Acheter une caisse de bière au dépanneur en collant son téléphone sur un terminal pour prouver qu’on est majeur sera bientôt possible au Québec, affirme le ministre délégué à la Transformation numérique gouvernementale, Éric Caire. Mais le développement de ce « portefeuille numérique » québécois, dont le concept pourrait être présenté au Conseil des ministres dès le mois de mars, demeurera la prérogative du gouvernement.

Dans le cadre du vaste chantier d’« identité numérique » dans lequel le gouvernement a investi 42 millions de dollars à ce jour, tout document officiel délivré par le gouvernement et qui sert à identifier les citoyens – permis de conduire, carte d’assurance maladie, acte de naissance – pourra être intégré directement dans ce « portefeuille » numérique destiné à être conservé virtuellement dans les téléphones intelligents.

L’idée, loin d’être propre au Québec, connaît des développements extrêmement rapides partout dans le monde. La Chine, le Japon et Singapour ont déjà implanté les bases du modèle, en vertu duquel titres de transport, abonnements au gymnase et cartes de fidélité sont appelés à se « dématérialiser ». Des géants du secteur privé, comme Google, Apple, Visa et Interac, développent parallèlement des solutions pour faciliter les transactions commerciales.

Mais pour tout ce qui a trait à l’état civil, Québec veut garder le contrôle absolu.

« Tout ce qui relève de l’identité, c’est la mission du gouvernement, point barre », insiste le ministre, en entrevue avec La Presse pour parler de l’évolution du projet sur lequel planche son ministère.

Dans le scénario de l’achat d’une caisse de bière, évoqué par le ministre, deux opérations distinctes sont sous-entendues : vérifier l’âge du client, puis faire la transaction. « Ta carte de crédit est sur ton téléphone, de même que tous les détails de ton identité. Quand tu tapes ton téléphone sur le terminal, les deux opérations se font consécutivement, mais sans que tu aies d’intervention à faire. Le système du caissier va automatiquement chercher la preuve d’âge, qui autorise ensuite la transaction », illustre le ministre.

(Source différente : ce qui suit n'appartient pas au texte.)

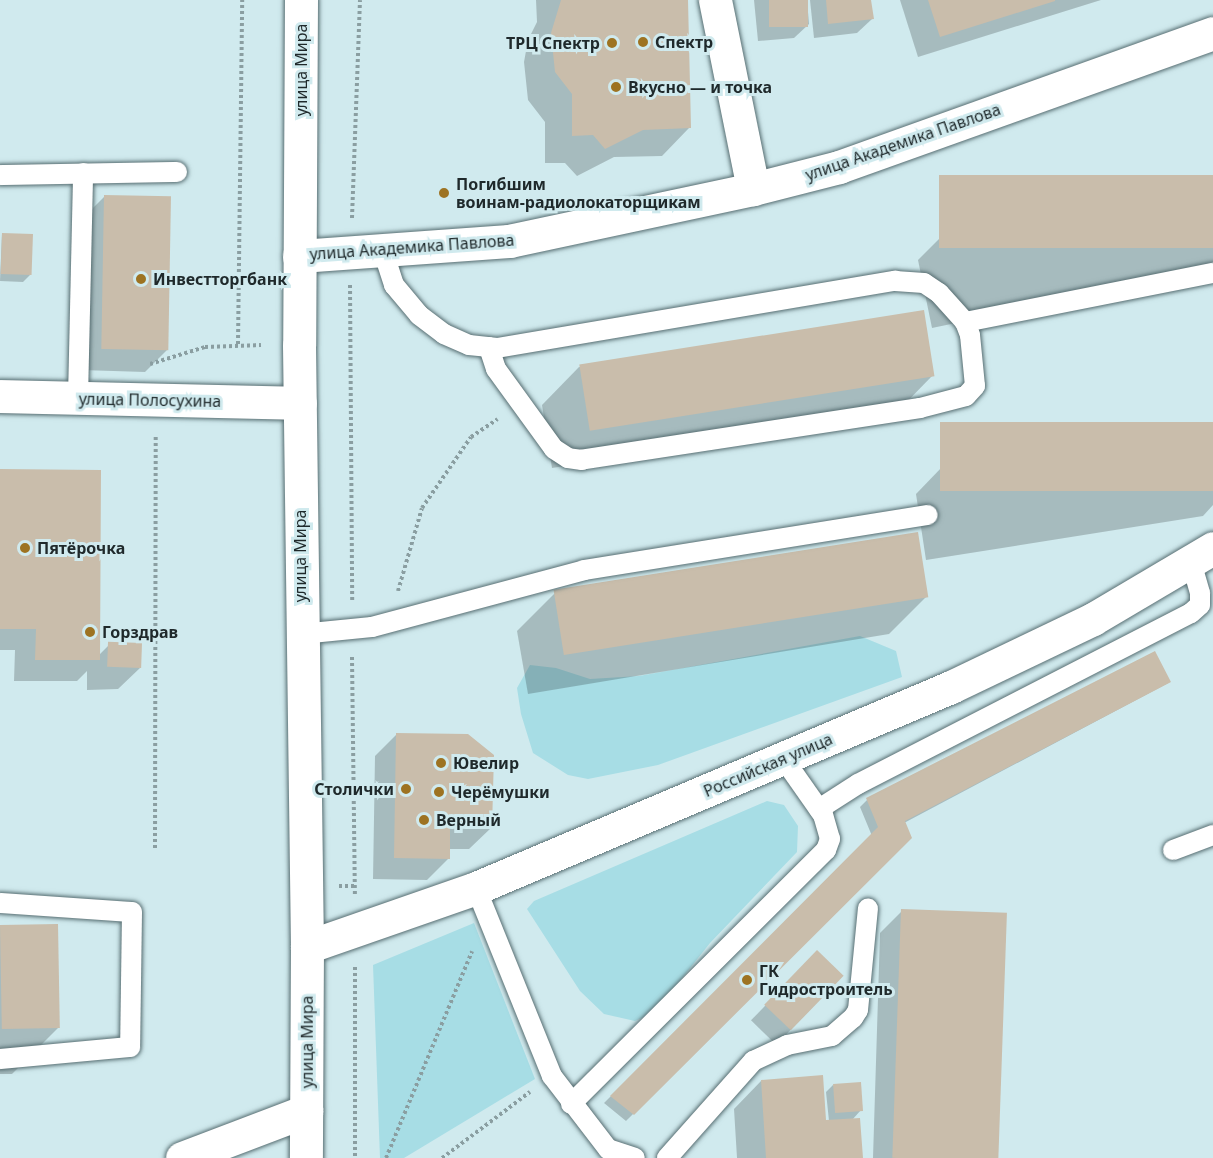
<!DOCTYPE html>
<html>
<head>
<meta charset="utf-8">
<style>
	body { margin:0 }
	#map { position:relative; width:1213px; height:1158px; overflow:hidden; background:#d0eaee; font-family:"Noto Sans",sans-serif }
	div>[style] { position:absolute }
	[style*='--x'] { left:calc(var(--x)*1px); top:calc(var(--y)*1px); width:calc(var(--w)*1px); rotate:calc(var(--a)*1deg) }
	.green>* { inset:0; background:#a7dde5 }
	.shadow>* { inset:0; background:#0003; transform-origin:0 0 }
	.building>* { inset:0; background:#c9bdab; transform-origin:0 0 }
	.path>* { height:4px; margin-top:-2px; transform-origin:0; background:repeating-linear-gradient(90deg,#8a9ea1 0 3px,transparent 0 6px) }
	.roads { filter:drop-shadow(0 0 2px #576e72) drop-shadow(0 0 2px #576e72) }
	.lane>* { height:20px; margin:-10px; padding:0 10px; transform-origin:10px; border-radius:10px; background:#fff }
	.street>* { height:33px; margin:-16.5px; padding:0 16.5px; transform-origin:16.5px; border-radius:16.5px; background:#fff }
	.secondary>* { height:33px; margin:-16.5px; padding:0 16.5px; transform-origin:16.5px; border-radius:16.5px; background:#fff }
	.primary>* { height:33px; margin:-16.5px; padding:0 16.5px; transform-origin:16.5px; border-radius:16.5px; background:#fff }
	.dots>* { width:16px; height:16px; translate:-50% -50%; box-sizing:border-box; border:3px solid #d0eaee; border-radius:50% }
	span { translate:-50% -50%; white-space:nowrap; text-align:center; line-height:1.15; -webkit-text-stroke:6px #d0eaee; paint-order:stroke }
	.poi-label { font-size:16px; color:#1f292b; font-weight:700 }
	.left { translate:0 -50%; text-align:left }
	.right { translate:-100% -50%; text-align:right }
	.street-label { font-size:16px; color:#1f292b }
</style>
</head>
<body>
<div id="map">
	<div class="green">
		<i style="clip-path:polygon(860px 636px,896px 651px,902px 677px,658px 765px,588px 779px,568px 775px,533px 753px,521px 714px,517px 688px,530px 665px,556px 668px,590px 679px,639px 676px)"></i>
		<i style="clip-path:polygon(767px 801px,784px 805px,798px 826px,797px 852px,710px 943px,655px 1012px,635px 1021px,604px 1014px,580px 991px,527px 909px,534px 901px)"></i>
		<i style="clip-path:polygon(474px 923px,535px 1079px,404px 1158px,380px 1158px,373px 965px)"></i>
	</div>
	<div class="shadow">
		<i style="clip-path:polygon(536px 0,687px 0,689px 128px,662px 156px,614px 157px,577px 176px,565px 163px,545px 163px,545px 122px,528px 100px,524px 62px,528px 40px,537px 22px)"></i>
		<i style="clip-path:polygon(754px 0,807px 0,809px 24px,794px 38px,758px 41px)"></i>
		<i style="clip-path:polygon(810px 0,870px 0,872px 19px,857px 33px,814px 38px)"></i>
		<i style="clip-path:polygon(900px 0,1101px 0,918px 57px)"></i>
		<i style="clip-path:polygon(1213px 176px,1213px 262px,1204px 271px,932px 328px,918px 260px,946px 232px)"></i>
		<i style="clip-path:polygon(105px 196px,167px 350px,145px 372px,81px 370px,83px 218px)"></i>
		<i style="clip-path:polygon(2px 234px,30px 275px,23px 282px,0 281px)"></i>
		<i style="clip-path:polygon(579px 367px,933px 375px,896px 413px,552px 468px,542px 405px)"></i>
		<i style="clip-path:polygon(1213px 423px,1213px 505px,1203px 516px,926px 560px,916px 494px,943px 466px)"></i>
		<i style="clip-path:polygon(0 471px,98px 656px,109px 645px,140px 668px,118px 689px,87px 690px,87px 671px,77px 681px,14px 681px,15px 650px,0 650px)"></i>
		<i style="clip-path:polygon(555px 593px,927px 596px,889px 634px,528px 694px,517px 631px)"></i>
		<i style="clip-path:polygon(1170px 682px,904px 823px,910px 838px,626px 1121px,604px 1103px,872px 836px,860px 807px,867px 800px)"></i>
		<i style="clip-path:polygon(397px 734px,491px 828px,469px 849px,448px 849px,448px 859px,427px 880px,373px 879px,375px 756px)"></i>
		<i style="clip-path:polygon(902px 911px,997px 1158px,873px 1158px,880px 933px)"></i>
		<i style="clip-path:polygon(0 926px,59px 1027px,12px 1074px,0 1074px)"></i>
		<i style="left:817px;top:952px;width:35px;height:95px;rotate:44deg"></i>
		<i style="clip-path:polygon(761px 1081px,825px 1121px,829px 1121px,826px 1092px,833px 1085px,861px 1110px,852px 1120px,861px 1158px,737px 1158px,734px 1109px)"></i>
	</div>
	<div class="building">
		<i style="clip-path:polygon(561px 0,688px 0,691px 128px,643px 130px,605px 149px,593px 135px,572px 136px,572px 94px,555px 72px,551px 33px)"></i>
		<i style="left:769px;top:0;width:39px;height:27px"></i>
		<i style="clip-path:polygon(826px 0,871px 0,874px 19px,828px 24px)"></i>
		<i style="clip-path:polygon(928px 0,1055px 0,1055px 1px,940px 37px)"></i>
		<i style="left:1213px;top:175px;width:73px;height:274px;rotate:90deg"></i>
		<i style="left:104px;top:195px;width:67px;height:154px;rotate:1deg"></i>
		<i style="left:2px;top:233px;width:31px;height:41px;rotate:2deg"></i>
		<i style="left:924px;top:310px;width:67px;height:349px;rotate:81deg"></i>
		<i style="left:1213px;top:422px;width:69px;height:273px;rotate:90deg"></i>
		<i style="clip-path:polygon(0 469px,101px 470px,100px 660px,35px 660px,36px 629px,0 629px)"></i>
		<i style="left:918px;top:532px;width:66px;height:369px;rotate:81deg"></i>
		<i style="left:142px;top:643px;width:25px;height:34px;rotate:92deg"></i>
		<i style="clip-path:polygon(1155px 651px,1171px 682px,905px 821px,912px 838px,634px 1115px,610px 1096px,878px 827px,866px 798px)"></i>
		<i style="clip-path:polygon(396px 733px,468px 734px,494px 755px,492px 828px,450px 828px,450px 859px,394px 858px)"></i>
		<i style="left:901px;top:909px;width:106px;height:249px;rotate:2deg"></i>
		<i style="left:58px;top:924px;width:104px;height:58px;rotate:89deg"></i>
		<i style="left:817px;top:950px;width:37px;height:76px;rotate:44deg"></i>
		<i style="clip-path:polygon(823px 1075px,826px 1120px,860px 1118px,863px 1158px,766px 1158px,761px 1080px)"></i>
		<i style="left:861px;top:1082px;width:29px;height:28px;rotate:86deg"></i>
	</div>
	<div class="path">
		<i style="--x:352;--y:218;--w:218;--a:-87.9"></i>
		<i style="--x:350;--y:285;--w:317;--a:89.6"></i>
		<i style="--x:238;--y:344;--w:344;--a:-89.3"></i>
		<i style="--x:150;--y:364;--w:58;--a:-17.2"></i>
		<i style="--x:205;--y:347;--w:56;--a:-2"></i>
		<i style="--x:398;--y:591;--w:86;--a:-73.9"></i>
		<i style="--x:422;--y:508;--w:86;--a:-55.4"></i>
		<i style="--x:471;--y:437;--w:32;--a:-34"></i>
		<i style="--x:352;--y:657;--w:239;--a:89.3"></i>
		<i style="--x:155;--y:848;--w:414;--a:-89.9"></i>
		<i style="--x:339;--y:886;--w:16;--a:0"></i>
		<i style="--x:355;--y:967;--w:191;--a:90"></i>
		<i style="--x:386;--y:1158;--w:224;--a:-67.4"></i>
		<i style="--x:442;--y:1158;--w:110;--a:-36.9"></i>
	</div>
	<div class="roads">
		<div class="lane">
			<i style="--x:0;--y:175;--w:177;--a:-1"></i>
			<i style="--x:383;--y:251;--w:36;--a:72"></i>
			<i style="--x:394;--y:285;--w:39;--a:50"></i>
			<i style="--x:419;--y:315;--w:31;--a:37"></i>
			<i style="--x:444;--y:334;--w:27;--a:24"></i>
			<i style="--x:469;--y:345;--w:28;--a:6"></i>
			<i style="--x:497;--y:348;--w:404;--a:-9.6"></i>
			<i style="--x:895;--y:281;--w:29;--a:4"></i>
			<i style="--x:924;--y:283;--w:18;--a:34"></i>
			<i style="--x:939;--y:293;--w:39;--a:48"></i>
			<i style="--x:965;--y:322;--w:14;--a:69"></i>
			<i style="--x:970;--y:335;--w:51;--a:84.4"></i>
			<i style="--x:975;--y:386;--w:13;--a:132"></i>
			<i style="--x:966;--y:396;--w:48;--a:165.4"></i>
			<i style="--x:920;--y:408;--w:342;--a:171.3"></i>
			<i style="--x:582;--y:460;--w:14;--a:-172"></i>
			<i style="--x:568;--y:458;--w:17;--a:-147"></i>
			<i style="--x:554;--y:449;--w:99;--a:-125.9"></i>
			<i style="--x:496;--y:369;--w:23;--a:-108"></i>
			<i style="--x:965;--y:322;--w:253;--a:-11.2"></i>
			<i style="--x:78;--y:398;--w:225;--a:-88.7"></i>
			<i style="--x:301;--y:634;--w:71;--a:-5.6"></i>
			<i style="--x:372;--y:627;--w:220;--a:-15"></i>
			<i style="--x:584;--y:570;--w:348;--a:-9.1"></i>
			<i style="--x:819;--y:809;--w:46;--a:-32.7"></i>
			<i style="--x:858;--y:784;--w:374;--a:-27.2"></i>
			<i style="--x:1191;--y:613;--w:12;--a:-42"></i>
			<i style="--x:1200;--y:605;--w:12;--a:-90"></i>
			<i style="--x:1200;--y:593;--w:33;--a:-106"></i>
			<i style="--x:1173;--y:850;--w:43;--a:-20.6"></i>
			<i style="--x:476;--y:888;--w:203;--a:68"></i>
			<i style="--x:552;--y:1076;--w:92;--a:52.5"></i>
			<i style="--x:608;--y:1149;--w:28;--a:18"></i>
			<i style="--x:0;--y:903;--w:132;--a:3.9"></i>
			<i style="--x:132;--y:912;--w:135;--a:90.8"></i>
			<i style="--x:130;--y:1047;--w:131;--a:174.7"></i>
			<i style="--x:571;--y:1104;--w:360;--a:-44.9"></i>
			<i style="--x:826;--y:850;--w:12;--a:-70"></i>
			<i style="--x:830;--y:839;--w:25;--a:-106"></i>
			<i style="--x:823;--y:815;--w:70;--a:-125.1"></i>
			<i style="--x:667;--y:1158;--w:130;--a:-48.4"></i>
			<i style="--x:753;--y:1061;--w:38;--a:-25"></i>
			<i style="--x:787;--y:1045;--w:46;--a:-11.3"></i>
			<i style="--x:832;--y:1036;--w:28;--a:-41"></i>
			<i style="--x:853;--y:1018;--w:9;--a:-58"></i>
			<i style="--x:858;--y:1010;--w:102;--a:-84.4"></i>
		</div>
		<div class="street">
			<i style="--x:715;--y:0;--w:193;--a:78.6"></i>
			<i style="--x:299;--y:256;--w:211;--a:-4.1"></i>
			<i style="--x:509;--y:241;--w:249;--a:-12"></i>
			<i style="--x:753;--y:189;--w:89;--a:-14.3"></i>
			<i style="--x:839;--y:167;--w:397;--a:-19.7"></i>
			<i style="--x:307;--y:947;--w:179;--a:-19.2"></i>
			<i style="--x:476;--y:888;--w:516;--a:-22.94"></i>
			<i style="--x:951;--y:687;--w:157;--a:-25.6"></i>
			<i style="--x:1093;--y:619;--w:139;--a:-30.6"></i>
			<i style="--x:182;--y:1158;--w:133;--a:-20.8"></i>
		</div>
		<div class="secondary">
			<i style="--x:0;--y:396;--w:300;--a:1.3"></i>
		</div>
		<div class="primary">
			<i style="--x:301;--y:0;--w:345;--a:90.3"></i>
			<i style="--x:299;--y:345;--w:602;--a:89.24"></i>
			<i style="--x:307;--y:947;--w:211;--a:90.3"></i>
		</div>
	</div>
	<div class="dots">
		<i style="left:643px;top:42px;background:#9d7322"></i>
		<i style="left:612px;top:43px;background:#9d7322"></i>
		<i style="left:616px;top:87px;background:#9d7322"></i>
		<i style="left:444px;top:193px;background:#9d7322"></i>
		<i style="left:141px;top:279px;background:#9d7322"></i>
		<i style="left:25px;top:548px;background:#9d7322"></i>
		<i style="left:90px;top:632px;background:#9d7322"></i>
		<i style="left:441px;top:763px;background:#9d7322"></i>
		<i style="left:406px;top:789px;background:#9d7322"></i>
		<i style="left:439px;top:792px;background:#9d7322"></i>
		<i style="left:424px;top:820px;background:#9d7322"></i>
		<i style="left:747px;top:980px;background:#9d7322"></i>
	</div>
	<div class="poi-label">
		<span class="left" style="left:655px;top:42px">Спектр</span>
		<span class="right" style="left:600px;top:43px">ТРЦ Спектр</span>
		<span class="left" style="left:628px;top:87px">Вкусно — и точка</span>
		<span class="left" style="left:456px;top:193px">Погибшим<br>воинам-радиолокаторщикам</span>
		<span class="left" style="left:153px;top:279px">Инвестторгбанк</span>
		<span class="left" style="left:37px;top:548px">Пятёрочка</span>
		<span class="left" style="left:102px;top:632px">Горздрав</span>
		<span class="left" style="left:453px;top:763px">Ювелир</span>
		<span class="right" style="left:394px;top:789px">Столички</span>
		<span class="left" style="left:451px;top:792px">Черёмушки</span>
		<span class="left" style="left:436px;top:820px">Верный</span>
		<span class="left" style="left:759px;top:980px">ГК<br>Гидростроитель</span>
	</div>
	<div class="street-label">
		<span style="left:301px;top:70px;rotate:-90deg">улица Мира</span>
		<span style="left:903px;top:142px;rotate:-19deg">улица Академика Павлова</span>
		<span style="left:412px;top:247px;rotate:-4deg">улица Академика Павлова</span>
		<span style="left:150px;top:400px;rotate:1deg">улица Полосухина</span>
		<span style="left:300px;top:556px;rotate:-90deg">улица Мира</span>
		<span style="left:768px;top:765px;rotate:-23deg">Российская улица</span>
		<span style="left:307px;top:1042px;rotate:-90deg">улица Мира</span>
	</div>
</div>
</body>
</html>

L’avantage : le système ne recueille que l’information dont il a besoin. L’utilisateur n’a jamais à révéler de données confidentielles sensibles, comme sa date de naissance ou son adresse. « Ces informations-là, elles sont visibles sur le permis de conduire ou sur la carte d’assurance maladie en plastique qu’on traîne présentement dans nos poches. Mais le commis du dépanneur n’a pas à les connaître. C’est pareil pour les livres que tu empruntes à la bibliothèque locale, ou les déchets que tu vas porter à l’écocentre. Le commis n’a pas à être informé de ton adresse quand tu vas porter des ordures. C’est beaucoup trop d’information. C’est zéro sécuritaire. Tout ce qu’il doit savoir, c’est que tu résides bien dans la municipalité », explique M. Caire.

Intérêt du secteur privé

De nombreuses entreprises, dont le Mouvement Desjardins, ont manifesté leur désir de collaborer au projet d’identité numérique du gouvernement en s’inscrivant au Registre des lobbyistes. Inévitablement, reconnaît le ministre, ces entreprises seront appelées à jouer un rôle dans le déploiement du concept.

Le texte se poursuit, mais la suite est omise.